# Task inputs
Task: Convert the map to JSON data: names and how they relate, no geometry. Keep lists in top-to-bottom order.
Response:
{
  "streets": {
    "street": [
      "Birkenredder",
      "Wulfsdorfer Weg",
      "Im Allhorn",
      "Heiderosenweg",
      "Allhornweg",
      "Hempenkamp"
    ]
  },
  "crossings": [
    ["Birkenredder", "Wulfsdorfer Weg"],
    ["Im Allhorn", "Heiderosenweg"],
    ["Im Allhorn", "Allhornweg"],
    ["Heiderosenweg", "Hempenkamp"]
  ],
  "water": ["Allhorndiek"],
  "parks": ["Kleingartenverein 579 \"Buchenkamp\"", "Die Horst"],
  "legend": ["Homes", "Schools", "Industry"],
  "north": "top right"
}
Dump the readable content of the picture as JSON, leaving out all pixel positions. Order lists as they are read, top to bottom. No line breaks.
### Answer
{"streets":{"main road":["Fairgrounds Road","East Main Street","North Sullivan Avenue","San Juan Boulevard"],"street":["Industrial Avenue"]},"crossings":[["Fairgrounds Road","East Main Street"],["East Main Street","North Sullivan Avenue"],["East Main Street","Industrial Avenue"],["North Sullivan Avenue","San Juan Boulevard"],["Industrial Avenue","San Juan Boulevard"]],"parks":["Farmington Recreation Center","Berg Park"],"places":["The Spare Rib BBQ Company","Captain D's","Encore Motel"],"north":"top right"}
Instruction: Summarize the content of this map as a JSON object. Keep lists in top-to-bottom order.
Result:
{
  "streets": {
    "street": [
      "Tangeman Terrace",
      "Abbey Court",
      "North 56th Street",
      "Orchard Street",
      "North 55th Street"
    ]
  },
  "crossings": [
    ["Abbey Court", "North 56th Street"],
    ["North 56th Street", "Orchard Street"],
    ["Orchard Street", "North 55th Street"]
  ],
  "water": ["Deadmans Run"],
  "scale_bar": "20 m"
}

# What the task asks
Set down the full listing a second time, exactly as given.

# Completed exercise
Task: Convert the map to JSON data: names and how they relate, no geometry. Keep lists in top-to-bottom order.
Response:
{
  "streets": {
    "street": [
      "Birkenredder",
      "Wulfsdorfer Weg",
      "Im Allhorn",
      "Heiderosenweg",
      "Allhornweg",
      "Hempenkamp"
    ]
  },
  "crossings": [
    ["Birkenredder", "Wulfsdorfer Weg"],
    ["Im Allhorn", "Heiderosenweg"],
    ["Im Allhorn", "Allhornweg"],
    ["Heiderosenweg", "Hempenkamp"]
  ],
  "water": ["Allhorndiek"],
  "parks": ["Kleingartenverein 579 \"Buchenkamp\"", "Die Horst"],
  "legend": ["Homes", "Schools", "Industry"],
  "north": "top right"
}
Dump the readable content of the picture as JSON, leaving out all pixel positions. Order lists as they are read, top to bottom. No line breaks.
### Answer
{"streets":{"main road":["Fairgrounds Road","East Main Street","North Sullivan Avenue","San Juan Boulevard"],"street":["Industrial Avenue"]},"crossings":[["Fairgrounds Road","East Main Street"],["East Main Street","North Sullivan Avenue"],["East Main Street","Industrial Avenue"],["North Sullivan Avenue","San Juan Boulevard"],["Industrial Avenue","San Juan Boulevard"]],"parks":["Farmington Recreation Center","Berg Park"],"places":["The Spare Rib BBQ Company","Captain D's","Encore Motel"],"north":"top right"}
Instruction: Summarize the content of this map as a JSON object. Keep lists in top-to-bottom order.
Result:
{
  "streets": {
    "street": [
      "Tangeman Terrace",
      "Abbey Court",
      "North 56th Street",
      "Orchard Street",
      "North 55th Street"
    ]
  },
  "crossings": [
    ["Abbey Court", "North 56th Street"],
    ["North 56th Street", "Orchard Street"],
    ["Orchard Street", "North 55th Street"]
  ],
  "water": ["Deadmans Run"],
  "scale_bar": "20 m"
}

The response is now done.